[Opening Data for this exercise section]

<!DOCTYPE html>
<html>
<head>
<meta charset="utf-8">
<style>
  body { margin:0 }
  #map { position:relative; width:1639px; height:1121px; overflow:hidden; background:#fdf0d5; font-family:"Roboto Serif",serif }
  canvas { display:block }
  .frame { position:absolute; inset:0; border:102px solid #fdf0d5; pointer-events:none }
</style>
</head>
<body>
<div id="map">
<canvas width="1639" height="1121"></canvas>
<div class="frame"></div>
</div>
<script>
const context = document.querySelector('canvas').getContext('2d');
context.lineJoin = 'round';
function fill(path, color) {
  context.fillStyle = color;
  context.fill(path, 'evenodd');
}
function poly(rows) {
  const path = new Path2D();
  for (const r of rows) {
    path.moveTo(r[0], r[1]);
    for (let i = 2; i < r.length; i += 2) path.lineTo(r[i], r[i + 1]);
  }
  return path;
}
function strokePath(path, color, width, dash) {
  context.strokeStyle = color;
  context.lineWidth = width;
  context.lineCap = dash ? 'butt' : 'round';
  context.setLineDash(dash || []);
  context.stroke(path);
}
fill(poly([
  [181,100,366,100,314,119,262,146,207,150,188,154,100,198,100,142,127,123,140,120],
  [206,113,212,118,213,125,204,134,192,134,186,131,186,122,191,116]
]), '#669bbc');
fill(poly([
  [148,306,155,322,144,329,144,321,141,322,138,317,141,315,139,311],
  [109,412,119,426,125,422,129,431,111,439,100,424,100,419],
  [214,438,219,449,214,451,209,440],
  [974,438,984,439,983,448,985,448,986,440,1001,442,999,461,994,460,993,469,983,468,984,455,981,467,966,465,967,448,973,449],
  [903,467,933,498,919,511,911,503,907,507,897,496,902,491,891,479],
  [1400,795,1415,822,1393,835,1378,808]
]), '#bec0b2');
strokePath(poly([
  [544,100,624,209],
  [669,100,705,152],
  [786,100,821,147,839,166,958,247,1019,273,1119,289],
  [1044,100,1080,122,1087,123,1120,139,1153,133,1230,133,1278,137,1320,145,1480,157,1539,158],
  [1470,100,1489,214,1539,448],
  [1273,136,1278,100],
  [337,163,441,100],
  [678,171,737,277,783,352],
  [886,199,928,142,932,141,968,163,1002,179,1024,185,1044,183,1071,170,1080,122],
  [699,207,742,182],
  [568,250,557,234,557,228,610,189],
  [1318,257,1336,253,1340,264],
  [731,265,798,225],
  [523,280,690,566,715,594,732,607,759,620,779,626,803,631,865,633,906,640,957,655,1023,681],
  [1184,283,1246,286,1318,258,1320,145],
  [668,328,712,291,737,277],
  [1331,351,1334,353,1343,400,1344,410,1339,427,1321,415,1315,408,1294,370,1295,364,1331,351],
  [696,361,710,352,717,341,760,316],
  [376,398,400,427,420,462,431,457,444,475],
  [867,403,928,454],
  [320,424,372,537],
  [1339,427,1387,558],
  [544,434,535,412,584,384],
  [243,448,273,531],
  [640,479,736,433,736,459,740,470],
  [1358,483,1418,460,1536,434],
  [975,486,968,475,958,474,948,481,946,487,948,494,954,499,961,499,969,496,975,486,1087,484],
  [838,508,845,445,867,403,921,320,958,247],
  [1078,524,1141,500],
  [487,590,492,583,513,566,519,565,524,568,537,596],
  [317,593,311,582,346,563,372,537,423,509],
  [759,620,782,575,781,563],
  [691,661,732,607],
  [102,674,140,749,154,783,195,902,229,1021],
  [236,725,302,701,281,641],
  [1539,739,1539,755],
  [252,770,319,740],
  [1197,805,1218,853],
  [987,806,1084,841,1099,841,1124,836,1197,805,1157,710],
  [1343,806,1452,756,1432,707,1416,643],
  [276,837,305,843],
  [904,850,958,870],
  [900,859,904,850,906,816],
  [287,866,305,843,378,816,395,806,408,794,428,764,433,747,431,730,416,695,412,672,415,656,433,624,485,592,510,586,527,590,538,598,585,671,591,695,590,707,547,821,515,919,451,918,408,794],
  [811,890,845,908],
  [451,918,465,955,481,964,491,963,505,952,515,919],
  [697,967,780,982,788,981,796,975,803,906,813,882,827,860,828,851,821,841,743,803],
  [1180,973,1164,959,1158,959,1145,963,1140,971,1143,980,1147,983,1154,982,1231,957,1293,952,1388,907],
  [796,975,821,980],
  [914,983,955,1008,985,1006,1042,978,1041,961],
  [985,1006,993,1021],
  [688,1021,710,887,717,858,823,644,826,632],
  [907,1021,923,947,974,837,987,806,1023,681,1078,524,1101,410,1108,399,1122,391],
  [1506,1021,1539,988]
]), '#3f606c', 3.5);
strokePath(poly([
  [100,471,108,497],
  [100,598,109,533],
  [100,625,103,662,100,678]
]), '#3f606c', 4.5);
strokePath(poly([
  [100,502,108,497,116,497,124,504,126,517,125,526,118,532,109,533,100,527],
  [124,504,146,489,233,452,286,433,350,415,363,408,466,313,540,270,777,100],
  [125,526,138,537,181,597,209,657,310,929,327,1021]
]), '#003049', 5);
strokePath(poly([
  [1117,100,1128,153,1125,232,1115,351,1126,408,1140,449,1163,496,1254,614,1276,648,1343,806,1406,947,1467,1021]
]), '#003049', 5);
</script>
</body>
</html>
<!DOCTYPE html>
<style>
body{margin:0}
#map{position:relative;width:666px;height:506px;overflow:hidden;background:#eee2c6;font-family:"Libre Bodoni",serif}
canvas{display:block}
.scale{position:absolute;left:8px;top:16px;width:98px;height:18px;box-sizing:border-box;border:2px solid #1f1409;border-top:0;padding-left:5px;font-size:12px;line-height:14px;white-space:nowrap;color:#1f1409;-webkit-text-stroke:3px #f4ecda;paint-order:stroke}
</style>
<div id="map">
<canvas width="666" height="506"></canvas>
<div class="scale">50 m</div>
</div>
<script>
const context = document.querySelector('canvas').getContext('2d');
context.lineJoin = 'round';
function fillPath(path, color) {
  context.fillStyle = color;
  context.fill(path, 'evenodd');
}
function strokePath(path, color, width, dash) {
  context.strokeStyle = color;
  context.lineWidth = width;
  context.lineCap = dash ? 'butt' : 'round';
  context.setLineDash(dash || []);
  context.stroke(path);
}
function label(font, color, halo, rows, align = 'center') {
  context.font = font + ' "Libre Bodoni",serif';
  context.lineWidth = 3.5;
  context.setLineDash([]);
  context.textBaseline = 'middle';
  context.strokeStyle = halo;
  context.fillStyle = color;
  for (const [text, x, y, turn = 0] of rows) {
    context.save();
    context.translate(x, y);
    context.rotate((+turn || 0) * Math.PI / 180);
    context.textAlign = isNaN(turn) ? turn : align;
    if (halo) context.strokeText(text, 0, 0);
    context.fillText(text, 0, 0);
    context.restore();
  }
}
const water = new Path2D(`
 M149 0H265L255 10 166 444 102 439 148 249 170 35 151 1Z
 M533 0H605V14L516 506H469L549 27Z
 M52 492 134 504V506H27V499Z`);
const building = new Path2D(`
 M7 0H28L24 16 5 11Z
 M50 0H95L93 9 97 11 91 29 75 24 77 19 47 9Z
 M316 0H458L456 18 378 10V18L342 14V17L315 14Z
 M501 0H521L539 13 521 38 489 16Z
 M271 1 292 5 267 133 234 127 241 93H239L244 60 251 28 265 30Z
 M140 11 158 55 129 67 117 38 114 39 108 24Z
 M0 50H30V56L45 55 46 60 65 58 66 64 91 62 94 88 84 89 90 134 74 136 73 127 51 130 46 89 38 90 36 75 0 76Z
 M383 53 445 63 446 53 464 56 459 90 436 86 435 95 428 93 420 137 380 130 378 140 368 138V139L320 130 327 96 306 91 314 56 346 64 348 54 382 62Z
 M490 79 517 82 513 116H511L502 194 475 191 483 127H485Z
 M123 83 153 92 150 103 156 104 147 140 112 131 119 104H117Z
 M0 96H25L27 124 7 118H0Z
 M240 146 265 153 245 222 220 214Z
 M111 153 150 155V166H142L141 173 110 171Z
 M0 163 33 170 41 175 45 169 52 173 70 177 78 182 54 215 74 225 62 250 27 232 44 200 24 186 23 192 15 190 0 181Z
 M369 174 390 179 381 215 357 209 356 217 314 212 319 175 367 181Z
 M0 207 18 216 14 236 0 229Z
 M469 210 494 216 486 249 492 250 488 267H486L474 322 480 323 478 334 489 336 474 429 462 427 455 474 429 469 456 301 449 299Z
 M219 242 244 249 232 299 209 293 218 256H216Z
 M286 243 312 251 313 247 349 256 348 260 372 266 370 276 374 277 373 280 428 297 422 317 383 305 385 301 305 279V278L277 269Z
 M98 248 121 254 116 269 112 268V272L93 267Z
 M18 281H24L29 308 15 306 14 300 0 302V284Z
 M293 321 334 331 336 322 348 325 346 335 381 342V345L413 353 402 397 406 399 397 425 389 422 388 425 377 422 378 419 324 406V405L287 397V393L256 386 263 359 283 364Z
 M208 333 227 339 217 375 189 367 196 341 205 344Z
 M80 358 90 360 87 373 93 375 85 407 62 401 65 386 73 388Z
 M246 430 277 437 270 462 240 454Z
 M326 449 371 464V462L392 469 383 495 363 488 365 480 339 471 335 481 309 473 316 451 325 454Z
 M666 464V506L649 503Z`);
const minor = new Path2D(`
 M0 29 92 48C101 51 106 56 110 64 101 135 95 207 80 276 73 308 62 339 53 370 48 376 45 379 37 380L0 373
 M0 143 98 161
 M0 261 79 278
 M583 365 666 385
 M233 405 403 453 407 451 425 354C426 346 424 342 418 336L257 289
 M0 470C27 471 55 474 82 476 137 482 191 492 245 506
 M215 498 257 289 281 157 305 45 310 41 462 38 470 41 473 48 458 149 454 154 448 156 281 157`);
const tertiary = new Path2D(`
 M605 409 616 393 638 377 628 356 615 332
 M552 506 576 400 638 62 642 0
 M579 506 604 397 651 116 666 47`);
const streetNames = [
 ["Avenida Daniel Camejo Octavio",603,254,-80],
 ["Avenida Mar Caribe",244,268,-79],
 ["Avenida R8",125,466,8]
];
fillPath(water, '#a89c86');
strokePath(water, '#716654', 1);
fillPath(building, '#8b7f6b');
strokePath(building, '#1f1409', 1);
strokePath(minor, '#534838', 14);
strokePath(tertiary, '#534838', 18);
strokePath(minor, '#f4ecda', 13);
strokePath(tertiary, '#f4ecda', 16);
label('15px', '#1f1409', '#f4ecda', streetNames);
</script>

[Closing Data for this exercise section]

**Task statement:**
Starting at the line that contains "M7 0H28L24 16 5 11Z" and stopping after the line that contains "M490 79 517", write out every line exactly as it appears above, and no other line.

**Your response:**
 M7 0H28L24 16 5 11Z
 M50 0H95L93 9 97 11 91 29 75 24 77 19 47 9Z
 M316 0H458L456 18 378 10V18L342 14V17L315 14Z
 M501 0H521L539 13 521 38 489 16Z
 M271 1 292 5 267 133 234 127 241 93H239L244 60 251 28 265 30Z
 M140 11 158 55 129 67 117 38 114 39 108 24Z
 M0 50H30V56L45 55 46 60 65 58 66 64 91 62 94 88 84 89 90 134 74 136 73 127 51 130 46 89 38 90 36 75 0 76Z
 M383 53 445 63 446 53 464 56 459 90 436 86 435 95 428 93 420 137 380 130 378 140 368 138V139L320 130 327 96 306 91 314 56 346 64 348 54 382 62Z
 M490 79 517 82 513 116H511L502 194 475 191 483 127H485Z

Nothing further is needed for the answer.